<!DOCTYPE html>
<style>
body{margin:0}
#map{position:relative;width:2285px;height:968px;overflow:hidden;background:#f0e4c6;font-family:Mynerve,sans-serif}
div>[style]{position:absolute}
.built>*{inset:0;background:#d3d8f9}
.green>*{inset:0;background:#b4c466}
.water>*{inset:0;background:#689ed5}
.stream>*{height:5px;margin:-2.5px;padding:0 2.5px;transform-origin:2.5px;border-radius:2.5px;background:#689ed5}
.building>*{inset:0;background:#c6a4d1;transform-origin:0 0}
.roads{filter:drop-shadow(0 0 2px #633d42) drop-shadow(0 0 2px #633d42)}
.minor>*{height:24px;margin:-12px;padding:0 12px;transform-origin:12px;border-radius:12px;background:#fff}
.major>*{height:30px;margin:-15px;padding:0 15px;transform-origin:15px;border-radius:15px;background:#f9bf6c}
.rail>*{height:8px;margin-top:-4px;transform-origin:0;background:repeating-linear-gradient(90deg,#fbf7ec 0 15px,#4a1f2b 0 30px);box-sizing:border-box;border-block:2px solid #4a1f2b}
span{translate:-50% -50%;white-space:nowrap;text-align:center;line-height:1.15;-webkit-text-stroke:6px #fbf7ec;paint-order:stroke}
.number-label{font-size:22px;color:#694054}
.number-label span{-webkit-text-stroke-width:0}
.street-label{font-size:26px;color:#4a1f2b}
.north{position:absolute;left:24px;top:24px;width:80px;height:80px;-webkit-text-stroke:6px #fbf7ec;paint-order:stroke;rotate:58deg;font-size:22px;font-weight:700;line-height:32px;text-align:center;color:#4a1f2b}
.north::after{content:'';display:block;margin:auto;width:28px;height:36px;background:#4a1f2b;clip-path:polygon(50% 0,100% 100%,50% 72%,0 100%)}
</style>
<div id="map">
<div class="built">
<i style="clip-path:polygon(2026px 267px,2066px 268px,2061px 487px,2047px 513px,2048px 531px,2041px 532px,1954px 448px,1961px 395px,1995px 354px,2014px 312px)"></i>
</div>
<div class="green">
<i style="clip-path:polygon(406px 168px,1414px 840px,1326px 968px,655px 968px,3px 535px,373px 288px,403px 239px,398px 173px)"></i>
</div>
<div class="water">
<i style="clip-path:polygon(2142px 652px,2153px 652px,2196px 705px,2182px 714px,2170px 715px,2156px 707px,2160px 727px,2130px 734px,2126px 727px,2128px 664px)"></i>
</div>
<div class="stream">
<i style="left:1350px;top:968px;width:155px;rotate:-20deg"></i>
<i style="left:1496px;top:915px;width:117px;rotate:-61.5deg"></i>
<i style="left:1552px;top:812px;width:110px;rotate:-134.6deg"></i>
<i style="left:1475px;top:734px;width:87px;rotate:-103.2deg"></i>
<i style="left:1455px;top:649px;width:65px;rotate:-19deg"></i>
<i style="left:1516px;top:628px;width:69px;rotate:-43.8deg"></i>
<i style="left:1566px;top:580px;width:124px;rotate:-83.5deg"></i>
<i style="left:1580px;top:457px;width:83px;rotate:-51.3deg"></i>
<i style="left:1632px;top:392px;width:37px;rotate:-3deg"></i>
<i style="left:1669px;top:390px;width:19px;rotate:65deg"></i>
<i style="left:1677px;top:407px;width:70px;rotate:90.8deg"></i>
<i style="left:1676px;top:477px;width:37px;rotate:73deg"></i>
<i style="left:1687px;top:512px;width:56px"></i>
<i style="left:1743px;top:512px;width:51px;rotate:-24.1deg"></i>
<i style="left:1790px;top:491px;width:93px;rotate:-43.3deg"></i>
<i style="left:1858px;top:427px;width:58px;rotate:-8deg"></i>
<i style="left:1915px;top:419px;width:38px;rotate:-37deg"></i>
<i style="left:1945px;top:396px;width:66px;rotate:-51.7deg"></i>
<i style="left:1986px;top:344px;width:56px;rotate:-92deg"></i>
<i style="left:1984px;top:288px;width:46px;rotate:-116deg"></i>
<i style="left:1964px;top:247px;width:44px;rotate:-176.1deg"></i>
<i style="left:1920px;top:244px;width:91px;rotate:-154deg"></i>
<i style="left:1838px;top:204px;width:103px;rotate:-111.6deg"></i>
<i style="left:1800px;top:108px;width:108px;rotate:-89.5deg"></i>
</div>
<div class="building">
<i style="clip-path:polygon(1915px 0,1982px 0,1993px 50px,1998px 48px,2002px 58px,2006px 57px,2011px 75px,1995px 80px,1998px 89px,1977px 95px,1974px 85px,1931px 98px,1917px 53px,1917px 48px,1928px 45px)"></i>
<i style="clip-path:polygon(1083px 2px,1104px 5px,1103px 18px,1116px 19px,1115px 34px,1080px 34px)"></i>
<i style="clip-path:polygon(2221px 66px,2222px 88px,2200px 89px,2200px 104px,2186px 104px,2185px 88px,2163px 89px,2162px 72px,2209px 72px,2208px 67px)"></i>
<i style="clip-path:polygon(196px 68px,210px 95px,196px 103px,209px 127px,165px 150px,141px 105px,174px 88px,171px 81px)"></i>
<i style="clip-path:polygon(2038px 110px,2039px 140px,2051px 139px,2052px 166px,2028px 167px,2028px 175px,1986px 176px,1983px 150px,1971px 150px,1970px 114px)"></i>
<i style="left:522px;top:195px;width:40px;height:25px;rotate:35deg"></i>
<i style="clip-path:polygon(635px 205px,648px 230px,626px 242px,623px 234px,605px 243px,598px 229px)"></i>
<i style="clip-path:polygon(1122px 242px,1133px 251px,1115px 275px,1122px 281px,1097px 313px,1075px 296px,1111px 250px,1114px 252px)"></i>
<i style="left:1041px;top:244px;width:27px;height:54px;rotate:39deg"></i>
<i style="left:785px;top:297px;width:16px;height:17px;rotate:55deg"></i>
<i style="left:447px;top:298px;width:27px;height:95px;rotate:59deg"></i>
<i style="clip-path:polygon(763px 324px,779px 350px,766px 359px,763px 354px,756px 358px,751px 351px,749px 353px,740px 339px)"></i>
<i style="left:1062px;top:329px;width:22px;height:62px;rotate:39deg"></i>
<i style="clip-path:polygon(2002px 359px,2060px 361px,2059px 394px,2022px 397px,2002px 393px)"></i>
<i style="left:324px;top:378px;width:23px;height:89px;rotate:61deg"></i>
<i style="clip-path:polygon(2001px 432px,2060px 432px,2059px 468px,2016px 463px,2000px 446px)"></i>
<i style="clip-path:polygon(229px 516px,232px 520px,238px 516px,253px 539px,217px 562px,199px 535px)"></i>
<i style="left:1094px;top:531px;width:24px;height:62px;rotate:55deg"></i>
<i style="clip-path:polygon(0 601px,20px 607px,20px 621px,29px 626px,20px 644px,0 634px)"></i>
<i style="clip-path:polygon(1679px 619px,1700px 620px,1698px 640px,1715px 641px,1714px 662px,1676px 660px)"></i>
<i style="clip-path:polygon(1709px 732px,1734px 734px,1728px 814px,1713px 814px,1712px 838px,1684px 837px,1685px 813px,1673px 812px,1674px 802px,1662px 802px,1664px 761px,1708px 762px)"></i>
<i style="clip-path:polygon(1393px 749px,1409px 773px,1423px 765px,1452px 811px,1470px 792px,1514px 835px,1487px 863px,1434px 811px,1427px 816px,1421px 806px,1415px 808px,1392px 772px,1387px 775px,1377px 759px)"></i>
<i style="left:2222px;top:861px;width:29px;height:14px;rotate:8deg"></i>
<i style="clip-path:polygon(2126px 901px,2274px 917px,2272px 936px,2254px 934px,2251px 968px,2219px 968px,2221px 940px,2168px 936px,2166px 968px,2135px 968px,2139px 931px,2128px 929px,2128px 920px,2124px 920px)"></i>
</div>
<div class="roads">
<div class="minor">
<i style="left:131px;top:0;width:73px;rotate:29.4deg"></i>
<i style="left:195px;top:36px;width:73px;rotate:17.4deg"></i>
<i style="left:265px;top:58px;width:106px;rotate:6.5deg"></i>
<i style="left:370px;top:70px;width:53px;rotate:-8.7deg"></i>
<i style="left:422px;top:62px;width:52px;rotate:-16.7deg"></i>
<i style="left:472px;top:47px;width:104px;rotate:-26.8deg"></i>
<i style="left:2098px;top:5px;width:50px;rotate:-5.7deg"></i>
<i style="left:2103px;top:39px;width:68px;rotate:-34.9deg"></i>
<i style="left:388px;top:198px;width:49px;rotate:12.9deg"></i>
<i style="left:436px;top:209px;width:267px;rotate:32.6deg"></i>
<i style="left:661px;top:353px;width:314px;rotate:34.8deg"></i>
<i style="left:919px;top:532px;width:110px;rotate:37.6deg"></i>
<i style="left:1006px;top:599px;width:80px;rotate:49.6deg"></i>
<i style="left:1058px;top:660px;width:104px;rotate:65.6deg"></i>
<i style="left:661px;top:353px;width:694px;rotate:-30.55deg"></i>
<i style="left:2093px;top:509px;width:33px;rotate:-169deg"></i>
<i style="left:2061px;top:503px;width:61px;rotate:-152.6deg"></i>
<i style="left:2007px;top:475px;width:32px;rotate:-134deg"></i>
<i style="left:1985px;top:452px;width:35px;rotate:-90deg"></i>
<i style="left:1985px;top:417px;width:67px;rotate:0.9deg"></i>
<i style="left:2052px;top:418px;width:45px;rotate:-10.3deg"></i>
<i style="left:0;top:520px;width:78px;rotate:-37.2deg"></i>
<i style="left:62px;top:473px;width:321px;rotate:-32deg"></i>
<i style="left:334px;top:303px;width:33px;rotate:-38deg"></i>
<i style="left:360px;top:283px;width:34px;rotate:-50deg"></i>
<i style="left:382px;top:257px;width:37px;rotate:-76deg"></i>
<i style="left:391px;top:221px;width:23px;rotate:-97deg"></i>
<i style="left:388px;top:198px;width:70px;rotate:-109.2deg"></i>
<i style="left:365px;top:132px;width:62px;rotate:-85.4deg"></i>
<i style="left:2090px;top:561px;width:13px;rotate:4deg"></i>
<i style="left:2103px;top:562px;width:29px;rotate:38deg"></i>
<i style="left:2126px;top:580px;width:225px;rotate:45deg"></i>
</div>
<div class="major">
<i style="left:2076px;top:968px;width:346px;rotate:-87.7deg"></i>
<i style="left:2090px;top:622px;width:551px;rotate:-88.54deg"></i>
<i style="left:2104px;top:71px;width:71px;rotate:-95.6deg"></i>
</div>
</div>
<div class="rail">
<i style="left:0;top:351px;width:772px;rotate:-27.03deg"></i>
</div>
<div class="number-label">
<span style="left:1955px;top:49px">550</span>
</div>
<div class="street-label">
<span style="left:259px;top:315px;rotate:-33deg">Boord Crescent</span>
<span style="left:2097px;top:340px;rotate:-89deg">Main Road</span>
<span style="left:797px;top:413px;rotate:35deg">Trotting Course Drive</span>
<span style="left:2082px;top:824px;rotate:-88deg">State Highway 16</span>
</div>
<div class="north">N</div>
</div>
........
#### How to complete this task:
For each line above that includes the word "font", make a copy of that line.

#### Answer to this problem:
#map{position:relative;width:2285px;height:968px;overflow:hidden;background:#f0e4c6;font-family:Mynerve,sans-serif}
.number-label{font-size:22px;color:#694054}
.street-label{font-size:26px;color:#4a1f2b}
.north{position:absolute;left:24px;top:24px;width:80px;height:80px;-webkit-text-stroke:6px #fbf7ec;paint-order:stroke;rotate:58deg;font-size:22px;font-weight:700;line-height:32px;text-align:center;color:#4a1f2b}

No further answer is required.